Sur Polymarket, les parieurs continuent de miser. Chaque nouvelle information fait bouger les cotes, redistribue les cartes. Certains voient dans l’économie américaine assez de ressources pour amortir le choc grâce aux investissements privés. D’autres parient sur un impact majeur qui bouleverserait les équilibres budgétaires.
Les prochaines semaines s’annoncent décisives. Les décisions politiques à venir pèseront lourd dans la balance. Pour l’instant, les parieurs de Polymarket ont mis leur argent sur la table : 63 % de chances d’une baisse de 100 milliards de dollars des revenus américains en 2025.
L’agence de notation Standard & Poor’s surveille de près la situation depuis début février.
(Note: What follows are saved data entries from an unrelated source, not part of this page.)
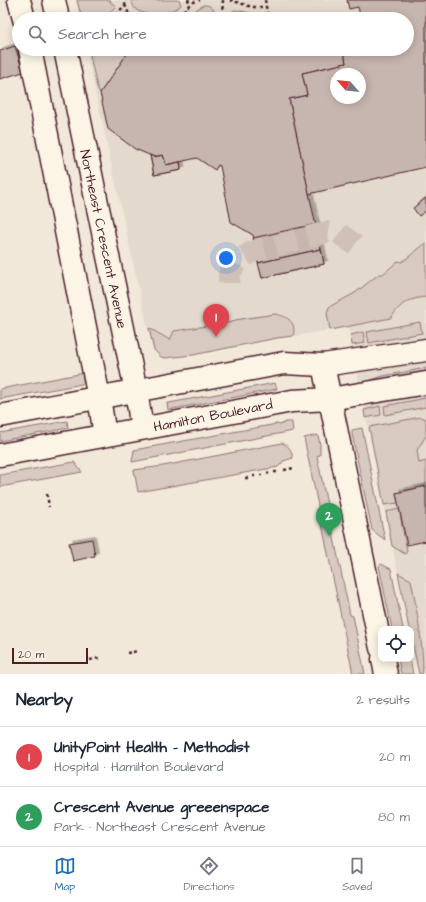 <!DOCTYPE html>
<meta charset="utf-8">
<style>
:root{--surface:#fff;--page:#f6f6f7;--text:#1f2937;--muted:#747a83;--line:#e0e1e3;--accent:#1f6fb2}
body{margin:0;font-family:"Architects Daughter",sans-serif;background:var(--page);color:var(--text)}
.controls{position:absolute;right:12px;bottom:12px;display:grid;overflow:hidden;border-radius:8px;box-shadow:0 2px 10px #0003}
.controls button{width:36px;height:36px;display:grid;place-items:center;padding:0;border:0;border-bottom:1px solid var(--line);background:var(--surface);color:var(--text);font:20px sans-serif}
.compass{position:absolute;left:330px;top:68px;width:36px;height:36px;border-radius:50%;background:var(--surface);box-shadow:0 2px 10px #0003;rotate:298deg}
.scale{position:absolute;left:12px;bottom:10px;width:76px;box-sizing:border-box;padding-left:4px;border:2px solid #4a1f2b;border-top:0;font-size:11px;line-height:14px;white-space:nowrap;color:#4a1f2b;-webkit-text-stroke:3px #fcf5e5;paint-order:stroke}
.you{position:absolute;left:226px;top:258px;width:14px;height:14px;margin:-10px;border:3px solid #fff;border-radius:50%;background:#1a73e8;box-shadow:0 0 0 6px #1a73e833}
.badge{display:grid;place-items:center;width:26px;height:26px;border-radius:50%;background:var(--accent);color:#fff;font-size:13px;font-weight:700}
.pin{position:absolute;translate:-50% -33px;filter:drop-shadow(0 1px 2px #0008)}
.pin::after{content:'';position:absolute;top:21px;width:14px;height:12px;background:inherit;clip-path:polygon(0 0,100% 0,50% 100%)}
.list{margin:0;padding:0;list-style:none}
h2{display:flex;justify-content:space-between;align-items:center;height:52px;margin:0;padding:0 16px;font-size:17px}
h2 small{font-size:13px;font-weight:400;color:var(--muted)}
.list li{display:grid;grid-template-columns:26px 1fr auto;gap:12px;align-items:center;box-sizing:border-box;height:60px;padding:0 16px;border-top:1px solid var(--line)}
.list b{display:block;font-size:15px;white-space:nowrap}
.list p{margin:0;font-size:13px;white-space:nowrap;color:var(--muted)}
.list em{font-size:13px;font-style:normal;color:var(--muted)}
.icon{flex:none;width:22px;height:22px;fill:none;stroke:currentColor;stroke-width:2;stroke-linecap:round;stroke-linejoin:round}
.map{position:relative;flex:none;width:426px;height:674px;overflow:hidden}
.search{position:absolute;background:var(--surface);box-shadow:0 2px 10px #0003;left:12px;right:12px;top:12px;height:44px;display:flex;align-items:center;gap:10px;box-sizing:border-box;padding:0 14px;border-radius:22px;color:var(--muted);font-size:15px}
.sheet{height:172px;background:var(--surface)}
nav{display:flex;justify-content:space-around;align-items:center;box-sizing:border-box;height:56px;border-top:1px solid var(--line);background:var(--surface);font-size:11px;color:var(--muted)}
nav a{display:grid;justify-items:center;gap:2px}
nav .on{color:var(--accent)}
.map>svg:first-child{display:block}
.built{fill:#e4d9cd;fill-rule:evenodd}
.green{fill:#d8cac0;stroke:#917476}
.building{fill:#c7b6af;stroke:#4a1f2b;fill-rule:evenodd;filter:url(#shadow)}
.lines{fill:none;stroke-linecap:round;stroke-linejoin:round}
.minor-tunnel{stroke:#d0c0b7;stroke-width:22;stroke-dasharray:22 11;stroke-linecap:butt}
.minor-casing{stroke:#4a1f2b;stroke-width:25}
.path{stroke:#4a1f2b;stroke-width:2.5;stroke-dasharray:3 3;stroke-linecap:butt}
.minor{stroke:#fcf5e5;stroke-width:22}
.labels{text-anchor:middle;stroke-width:3;stroke-linejoin:round;paint-order:stroke}
.street-label{font-size:14px;fill:#4a1f2b;stroke:#fcf5e5}
</style>
<div class="map">
<svg width="426" height="674" viewBox="0 0 426 674">
<defs>
<filter id="shadow"><feDropShadow dx="3.5" dy="-3.5" stdDeviation="0" flood-color="#0004"/></filter>
</defs>
<rect width="100%" height="100%" fill="#f1e8da"/>
<filter id="ink" filterUnits="userSpaceOnUse"><feTurbulence type="fractalNoise" baseFrequency=".025" numOctaves="2"/><feDisplacementMap in="SourceGraphic" scale="8" xChannelSelector="R" yChannelSelector="G"/><feConvolveMatrix kernelMatrix="1 2 1 2 8 2 1 2 1" color-interpolation-filters="sRGB"/></filter>
<g filter="url(#ink)">
<path class="built" d="M 76,0 L 426,0 L 426,674 L 419,674 L 411,636 L 411,629 L 409,629 L 348,327 L 166,358 L 152,348 L 86,49 L 407,49 L 407,19 L 80,19 ZM 336,74 L 360,74 L 360,98 L 336,98 Z"/>
<g class="green">
<polygon points="77,0 111,0 110,2 116,6 103,19 82,19"/>
<path d="M 132,0 L 179,0 L 181,5 C 171,15 132,21 132,0 Z"/>
<path d="M 203,5 C 212,4 215,12 219,19 L 184,19 Z"/>
<polygon points="235,10 246,12 255,15 254,19 228,19 227,14"/>
<path d="M 109,49 L 139,49 L 129,52 L 100,93 L 98,91 L 90,56 C 94,50 102,50 109,49 Z"/>
<path d="M 426,243 L 426,297 C 408,299 401,303 391,318 L 330,330 L 327,313 L 329,307 L 355,293 L 379,274 L 383,274 L 398,261 L 402,262 Z"/>
<path d="M 275,314 C 288,316 297,323 293,336 L 277,338 L 193,355 L 165,358 L 161,357 L 154,350 L 149,328 L 170,340 L 174,331 L 233,322 L 235,320 Z"/>
<polygon points="420,322 422,333 369,343 367,332"/>
<polygon points="363,332 365,343 352,345 351,335"/>
<polygon points="426,368 426,375 372,385 371,380 383,376"/>
<polygon points="84,373 85,380 82,384 0,399 0,389"/>
<polygon points="275,383 277,389 168,410 167,403 169,403"/>
<polygon points="426,398 426,407 385,415 384,406"/>
<polygon points="380,406 381,415 365,418 364,410"/>
<polygon points="421,417 426,419 426,436 417,450 419,463 426,461 426,486 396,493 398,503 384,505 369,427"/>
<polygon points="67,421 68,428 0,441 0,433"/>
<polygon points="286,422 292,422 293,431 132,462 134,450 277,424 280,425"/>
<polygon points="362,428 385,540 372,530 352,434 352,430"/>
<polygon points="318,435 320,445 320,455 317,456 350,615 353,616 365,674 353,674 304,438"/>
<path d="M 282,443 C 290,446 291,450 293,458 L 283,461 L 283,462 L 278,467 L 138,492 L 134,470 L 163,466 Z"/>
<polygon points="74,462 82,472 0,487 0,475"/>
<polygon points="399,509 407,551 405,554 392,546 386,512"/>
<polygon points="381,564 391,569 403,629 392,629 379,566"/>
<path d="M 398,573 L 411,580 C 415,598 426,662 422,674 L 419,674 L 411,636 L 411,629 L 409,629 Z"/>
<polygon points="398,659 410,659 413,674 401,674"/>
</g>
<g class="building">
<path d="M 347,0 L 426,0 L 426,167 L 309,194 L 289,99 L 307,95 L 302,73 L 346,63 L 343,49 L 407,49 L 407,19 L 361,19 L 358,7 L 349,9 ZM 336,74 L 360,74 L 360,98 L 336,98 Z"/>
<polygon points="15,46 23,72 0,79 0,51"/>
<polygon points="139,49 343,49 346,63 302,73 307,95 289,99 324,264 262,278 253,235 231,222 220,166 218,165 215,170 197,158 166,165 163,155 154,157 135,149 108,129 100,93 129,51"/>
<polygon points="150,155 154,157 163,155 166,165 180,162 181,170 154,175"/>
<polygon points="150,155 154,157 163,155 166,165 180,162 181,170 154,175"/>
<polygon points="426,198 426,211 419,216 413,208"/>
<polygon points="316,224 321,249 258,263 253,238"/>
<polygon points="321,249 324,264 262,278 258,263"/>
<polygon points="426,486 426,541 407,545 396,493"/>
<polygon points="92,539 95,556 73,561 69,543"/>
</g>
<g class="lines">
<polyline class="minor-tunnel" points="229,283 229,274 236,263 251,252 327,232 339,233 355,245"/>
<defs>
<g id="minor">
<polyline points="19,0 24,19"/>
<polyline points="54,0 58,19"/>
<polyline points="30,49 99,398 105,435"/>
<polyline points="65,49 136,391 142,428"/>
<polyline points="323,365 381,648"/>
<polyline points="0,416 284,363 323,365 426,350"/>
<polyline points="0,455 292,401 330,399 426,383"/>
<polyline points="383,659 386,674"/>
</g>
</defs>
<use href="#minor" class="minor-casing"/>
<g class="path">
<polyline points="187,0 194,2 200,0"/>
<polyline points="223,0 222,16 224,19"/>
<polyline points="230,0 252,7 266,7"/>
<polyline points="265,0 268,19"/>
<polyline points="125,5 131,19"/>
<polyline points="131,17 154,19"/>
<polyline points="112,19 125,5 126,0"/>
<path d="M 161,19 C 173,16 185,13 191,2"/>
<polyline points="284,470 294,468"/>
<polyline points="274,472 277,472"/>
<polyline points="267,474 269,473"/>
<polyline points="260,475 262,475"/>
<polyline points="253,476 255,476"/>
<polyline points="245,478 248,478"/>
<polyline points="47,494 49,507"/>
<polyline points="127,653 138,651"/>
<polyline points="90,660 99,658"/>
</g>
<use href="#minor" class="minor"/>
</g>
</g>
<g class="labels">
<g class="street-label">
<text transform="translate(104 239) rotate(78)" y="5">Northeast Crescent Avenue</text>
<text transform="translate(213 415) rotate(-11)" y="5">Hamilton Boulevard</text>
</g>
</g>
</svg>
<div class="controls">
<button><svg class="icon" aria-label="locate" viewBox="0 0 24 24"><circle cx="12" cy="12" r="6"/><path d="M12 2v4M12 18v4M2 12h4M18 12h4"/></svg></button>
</div>
<svg class="compass" viewBox="-18 -18 36 36"><path d="M0-13l5 13h-10z" fill="#e53935"/><path d="M0 13l5-13h-10z" fill="#747a83"/></svg>
<div class="scale">20 m</div>
<div class="you"></div>
<div class="pin badge" style="left:216px;top:337px;background:#e0444e">1</div>
<div class="pin badge" style="left:329px;top:536px;background:#2e9e5b">2</div>
<div class="search"><svg class="icon" aria-label="search" viewBox="0 0 24 24"><circle cx="10" cy="10" r="6"/><path d="M15 15l6 6"/></svg>Search here</div>
</div>
<section class="sheet">
<h2>Nearby<small>2 results</small></h2>
<ul class="list">
<li><span class="badge" style="background:#e0444e">1</span><div><b>UnityPoint Health - Methodist</b><p>Hospital · Hamilton Boulevard</p></div><em>20 m</em></li>
<li><span class="badge" style="background:#2e9e5b">2</span><div><b>Crescent Avenue greeenspace</b><p>Park · Northeast Crescent Avenue</p></div><em>80 m</em></li>
</ul>
</section>
<nav>
<a class="on"><svg class="icon" aria-label="map" viewBox="0 0 24 24"><path d="M3 6l6-2 6 2 6-2v14l-6 2-6-2-6 2zM9 4v14M15 6v14"/></svg>Map</a>
<a><svg class="icon" aria-label="directions" viewBox="0 0 24 24"><path d="M12 3l9 9-9 9-9-9zM9 14v-3h6M13 9l2 2-2 2"/></svg>Directions</a>
<a><svg class="icon" aria-label="saved" viewBox="0 0 24 24"><path d="M7 4h10v16l-5-4-5 4z"/></svg>Saved</a>
</nav>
Leurs analystes ont commencé à revoir leurs projections pour la dette souveraine américaine, évoquant un possible changement de perspective si les revenus fédéraux chutaient effectivement. Wall Street retient son souffle – une dégradation de la note américaine aurait des répercussions mondiales.
BlackRock et Vanguard ont discrètement ajusté leurs portefeuilles obligataires ces derniers jours. Les deux géants de la gestion d’actifs, qui détiennent ensemble plus de 15 000 milliards de dollars d’encours, réduisent leur exposition aux bons du Trésor à long terme. Leurs mouvements ne passent pas inaperçus auprès des traders de Polymarket, qui y voient un signal fort.